Advances in drilling technology, along with the high price of oil, are making viscous possible. Challenges remain, however.

"We are producing the easiest of the difficult stuff. It only gets more difficult after this," Fox said.

Drilling for heavy oil used to involve a straight shot, just one hole that went down about 4,000 to 5,000 feet and opened up 75 to 100 feet of oil-laden sands. For viscous to make economic sense, more area needed to be available off the main hole. That's where lateral drilling comes in. A well with three to five laterals can open up 25,000 feet of sand.

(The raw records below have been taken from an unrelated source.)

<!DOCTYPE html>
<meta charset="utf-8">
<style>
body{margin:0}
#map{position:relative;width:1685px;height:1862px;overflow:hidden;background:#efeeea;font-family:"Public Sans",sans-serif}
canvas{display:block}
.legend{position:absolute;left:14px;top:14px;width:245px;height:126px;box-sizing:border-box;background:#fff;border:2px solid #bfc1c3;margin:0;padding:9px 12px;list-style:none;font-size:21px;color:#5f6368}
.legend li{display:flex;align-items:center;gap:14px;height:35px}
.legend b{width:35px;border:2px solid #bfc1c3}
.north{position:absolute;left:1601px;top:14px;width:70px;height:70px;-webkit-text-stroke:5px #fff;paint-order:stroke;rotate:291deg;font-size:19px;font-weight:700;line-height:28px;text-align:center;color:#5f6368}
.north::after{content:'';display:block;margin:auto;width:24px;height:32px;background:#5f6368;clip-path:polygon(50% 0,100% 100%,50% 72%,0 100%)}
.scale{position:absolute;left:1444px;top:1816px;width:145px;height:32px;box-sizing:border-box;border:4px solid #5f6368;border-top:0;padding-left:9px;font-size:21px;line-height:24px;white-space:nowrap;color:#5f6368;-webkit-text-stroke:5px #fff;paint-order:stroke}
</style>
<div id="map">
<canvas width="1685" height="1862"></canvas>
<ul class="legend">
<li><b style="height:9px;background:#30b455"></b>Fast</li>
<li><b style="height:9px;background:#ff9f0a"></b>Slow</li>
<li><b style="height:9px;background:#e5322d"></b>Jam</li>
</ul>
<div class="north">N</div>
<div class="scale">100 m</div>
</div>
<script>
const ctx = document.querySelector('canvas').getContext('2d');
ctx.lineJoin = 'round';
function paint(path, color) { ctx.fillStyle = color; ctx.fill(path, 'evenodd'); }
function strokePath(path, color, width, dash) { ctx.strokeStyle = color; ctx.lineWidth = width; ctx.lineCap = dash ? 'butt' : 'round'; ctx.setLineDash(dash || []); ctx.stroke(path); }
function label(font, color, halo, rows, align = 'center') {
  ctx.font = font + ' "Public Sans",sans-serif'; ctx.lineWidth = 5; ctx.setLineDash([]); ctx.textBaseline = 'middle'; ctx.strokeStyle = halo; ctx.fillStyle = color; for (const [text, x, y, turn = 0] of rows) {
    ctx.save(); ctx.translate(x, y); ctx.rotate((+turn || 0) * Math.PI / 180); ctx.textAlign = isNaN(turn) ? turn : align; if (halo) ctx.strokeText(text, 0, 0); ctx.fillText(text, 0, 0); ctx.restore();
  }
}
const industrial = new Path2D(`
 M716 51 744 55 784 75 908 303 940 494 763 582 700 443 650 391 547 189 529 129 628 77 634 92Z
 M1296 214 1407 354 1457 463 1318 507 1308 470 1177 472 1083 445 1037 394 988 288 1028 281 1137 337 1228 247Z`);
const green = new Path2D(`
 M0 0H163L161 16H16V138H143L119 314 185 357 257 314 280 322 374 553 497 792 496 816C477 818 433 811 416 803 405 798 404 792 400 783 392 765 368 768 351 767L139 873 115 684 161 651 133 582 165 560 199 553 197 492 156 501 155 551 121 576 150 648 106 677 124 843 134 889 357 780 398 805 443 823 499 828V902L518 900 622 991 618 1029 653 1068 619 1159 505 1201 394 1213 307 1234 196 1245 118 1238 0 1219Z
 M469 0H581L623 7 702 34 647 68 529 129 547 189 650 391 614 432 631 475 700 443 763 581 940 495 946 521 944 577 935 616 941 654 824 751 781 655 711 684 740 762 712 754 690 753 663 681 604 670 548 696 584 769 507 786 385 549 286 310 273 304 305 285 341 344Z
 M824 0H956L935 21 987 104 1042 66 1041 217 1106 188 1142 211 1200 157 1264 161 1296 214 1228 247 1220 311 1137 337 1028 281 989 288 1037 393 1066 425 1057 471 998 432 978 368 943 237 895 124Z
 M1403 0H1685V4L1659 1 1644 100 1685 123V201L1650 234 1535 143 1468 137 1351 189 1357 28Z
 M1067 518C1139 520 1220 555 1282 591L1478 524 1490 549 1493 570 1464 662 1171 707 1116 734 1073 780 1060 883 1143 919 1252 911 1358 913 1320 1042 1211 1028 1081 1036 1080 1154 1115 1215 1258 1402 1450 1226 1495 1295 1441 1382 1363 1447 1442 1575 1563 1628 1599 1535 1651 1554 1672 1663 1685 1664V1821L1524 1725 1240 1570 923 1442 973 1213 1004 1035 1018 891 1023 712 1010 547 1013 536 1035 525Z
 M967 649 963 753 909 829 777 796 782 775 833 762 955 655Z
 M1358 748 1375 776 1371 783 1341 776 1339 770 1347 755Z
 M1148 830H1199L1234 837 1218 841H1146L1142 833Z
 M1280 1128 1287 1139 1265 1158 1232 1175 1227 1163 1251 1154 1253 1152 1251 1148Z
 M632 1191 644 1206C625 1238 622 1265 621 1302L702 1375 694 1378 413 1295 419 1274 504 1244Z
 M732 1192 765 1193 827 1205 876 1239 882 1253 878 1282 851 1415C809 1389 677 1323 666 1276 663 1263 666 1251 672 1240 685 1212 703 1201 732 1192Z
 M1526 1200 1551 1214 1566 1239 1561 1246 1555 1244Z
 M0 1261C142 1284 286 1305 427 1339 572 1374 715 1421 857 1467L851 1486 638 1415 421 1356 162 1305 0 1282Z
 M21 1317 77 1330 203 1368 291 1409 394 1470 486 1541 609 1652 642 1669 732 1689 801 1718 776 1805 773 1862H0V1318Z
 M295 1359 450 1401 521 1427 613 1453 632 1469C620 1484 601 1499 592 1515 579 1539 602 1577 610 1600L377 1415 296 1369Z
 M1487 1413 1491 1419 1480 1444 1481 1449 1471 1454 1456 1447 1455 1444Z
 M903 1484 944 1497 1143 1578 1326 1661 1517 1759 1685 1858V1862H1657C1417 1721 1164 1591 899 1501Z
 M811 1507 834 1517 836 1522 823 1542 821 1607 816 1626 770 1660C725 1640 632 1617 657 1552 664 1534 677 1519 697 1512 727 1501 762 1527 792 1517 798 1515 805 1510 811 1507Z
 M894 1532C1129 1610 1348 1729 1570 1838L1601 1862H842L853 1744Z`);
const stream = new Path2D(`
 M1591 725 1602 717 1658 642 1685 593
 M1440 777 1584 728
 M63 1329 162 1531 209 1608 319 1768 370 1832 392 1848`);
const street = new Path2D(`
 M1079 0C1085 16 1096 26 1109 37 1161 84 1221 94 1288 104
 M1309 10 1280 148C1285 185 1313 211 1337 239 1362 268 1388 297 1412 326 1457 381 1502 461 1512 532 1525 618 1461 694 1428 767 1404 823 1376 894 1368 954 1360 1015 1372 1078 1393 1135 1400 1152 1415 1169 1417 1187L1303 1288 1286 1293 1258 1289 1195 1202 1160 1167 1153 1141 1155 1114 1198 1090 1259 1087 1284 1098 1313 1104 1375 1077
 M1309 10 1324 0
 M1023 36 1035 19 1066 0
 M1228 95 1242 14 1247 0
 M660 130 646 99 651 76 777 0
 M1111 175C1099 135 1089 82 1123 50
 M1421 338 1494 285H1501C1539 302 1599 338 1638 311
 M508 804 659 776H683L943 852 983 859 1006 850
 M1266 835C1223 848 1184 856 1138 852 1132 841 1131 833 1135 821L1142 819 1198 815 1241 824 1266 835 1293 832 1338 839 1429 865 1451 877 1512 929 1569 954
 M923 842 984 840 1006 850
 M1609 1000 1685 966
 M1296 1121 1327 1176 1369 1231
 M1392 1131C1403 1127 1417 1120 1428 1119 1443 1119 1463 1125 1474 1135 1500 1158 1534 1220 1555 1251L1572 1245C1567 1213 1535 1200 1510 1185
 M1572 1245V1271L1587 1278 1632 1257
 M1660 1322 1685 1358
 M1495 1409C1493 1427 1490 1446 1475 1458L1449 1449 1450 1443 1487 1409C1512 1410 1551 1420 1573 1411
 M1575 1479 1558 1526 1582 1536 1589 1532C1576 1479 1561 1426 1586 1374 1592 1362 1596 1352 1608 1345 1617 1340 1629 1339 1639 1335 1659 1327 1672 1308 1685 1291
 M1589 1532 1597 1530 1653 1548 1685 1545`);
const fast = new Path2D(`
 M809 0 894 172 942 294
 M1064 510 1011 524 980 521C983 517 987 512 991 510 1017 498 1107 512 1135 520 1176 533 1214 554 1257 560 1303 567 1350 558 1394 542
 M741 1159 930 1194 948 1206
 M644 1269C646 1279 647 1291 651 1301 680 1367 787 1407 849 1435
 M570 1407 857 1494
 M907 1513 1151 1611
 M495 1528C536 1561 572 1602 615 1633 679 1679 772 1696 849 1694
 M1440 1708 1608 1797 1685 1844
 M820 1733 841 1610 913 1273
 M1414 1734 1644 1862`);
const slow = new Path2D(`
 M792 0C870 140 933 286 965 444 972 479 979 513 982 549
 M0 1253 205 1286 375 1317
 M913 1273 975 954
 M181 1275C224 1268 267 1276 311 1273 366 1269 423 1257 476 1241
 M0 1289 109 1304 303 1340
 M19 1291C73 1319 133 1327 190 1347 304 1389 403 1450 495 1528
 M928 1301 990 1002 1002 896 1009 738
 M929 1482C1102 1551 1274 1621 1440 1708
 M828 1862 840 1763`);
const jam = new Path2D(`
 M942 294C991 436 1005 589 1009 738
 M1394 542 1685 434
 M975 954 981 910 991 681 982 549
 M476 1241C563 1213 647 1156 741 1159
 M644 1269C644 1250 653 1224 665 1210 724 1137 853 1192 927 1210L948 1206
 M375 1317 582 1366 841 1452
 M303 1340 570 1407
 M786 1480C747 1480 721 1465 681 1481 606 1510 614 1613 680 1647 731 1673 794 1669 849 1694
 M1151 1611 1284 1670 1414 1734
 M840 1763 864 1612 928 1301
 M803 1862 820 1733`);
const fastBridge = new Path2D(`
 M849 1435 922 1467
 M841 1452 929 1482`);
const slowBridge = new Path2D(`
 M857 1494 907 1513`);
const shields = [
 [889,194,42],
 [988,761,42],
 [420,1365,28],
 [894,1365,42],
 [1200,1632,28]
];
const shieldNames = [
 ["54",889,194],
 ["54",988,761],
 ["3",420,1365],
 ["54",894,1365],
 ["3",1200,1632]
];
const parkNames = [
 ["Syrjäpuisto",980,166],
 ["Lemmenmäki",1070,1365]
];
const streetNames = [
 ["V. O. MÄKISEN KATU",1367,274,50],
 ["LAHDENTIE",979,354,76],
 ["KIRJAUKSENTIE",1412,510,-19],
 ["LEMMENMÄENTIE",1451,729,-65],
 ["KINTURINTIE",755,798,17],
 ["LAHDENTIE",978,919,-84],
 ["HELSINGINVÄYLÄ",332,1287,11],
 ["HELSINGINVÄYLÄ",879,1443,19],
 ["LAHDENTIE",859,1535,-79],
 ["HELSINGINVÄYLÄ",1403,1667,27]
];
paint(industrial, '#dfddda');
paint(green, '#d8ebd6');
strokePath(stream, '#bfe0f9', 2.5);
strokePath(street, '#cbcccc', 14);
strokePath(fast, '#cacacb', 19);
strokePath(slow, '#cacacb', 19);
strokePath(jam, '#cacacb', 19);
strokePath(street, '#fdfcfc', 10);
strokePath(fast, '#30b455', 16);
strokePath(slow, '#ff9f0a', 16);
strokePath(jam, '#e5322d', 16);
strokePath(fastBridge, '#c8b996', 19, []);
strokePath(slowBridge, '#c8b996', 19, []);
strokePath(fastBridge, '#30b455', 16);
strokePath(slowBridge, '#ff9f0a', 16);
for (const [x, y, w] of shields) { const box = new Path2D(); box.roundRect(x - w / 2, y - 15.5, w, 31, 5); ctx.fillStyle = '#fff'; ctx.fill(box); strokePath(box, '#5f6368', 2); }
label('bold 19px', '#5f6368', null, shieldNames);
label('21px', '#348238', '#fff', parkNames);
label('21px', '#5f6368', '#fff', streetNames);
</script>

Computer-driven drill bits that snake through the sandstone, going from one pocket of oil to the next, also are taking a lot of the guesswork out of drilling. Technicians can now keep a drill bit within bands of sand only 10 to 15 feet thick 90 percent of the time, extend out 1.5 miles, and still hit a target within about the size of a large door frame.

Lateral drilling is expensive, about three times the cost of horizontal drilling. But with lateral drilling the well as a whole can produce enough so that viscous can be cost effective, Digert said.

The companies are going after the viscous in the western North Slope fields because at between 70 and 90 degrees it is a little easier to pump than oil to the east, which at only about 40 degrees really doesn't flow. By comparison, light oil is slippery at 200 degrees.

The companies continue to struggle with the heavy oil sand problem. Sand slows the flow and clogs the equipment, sometimes forcing expensive shutdowns lasting a day or more.

"We have to find the maximum rate without filling it full of sand," Digert said.

Getting the oil to separate from the sand also is a big challenge. The companies are trying a variety of techniques, including heat, water infusion and various emulsions called de-oilers and de-sanders.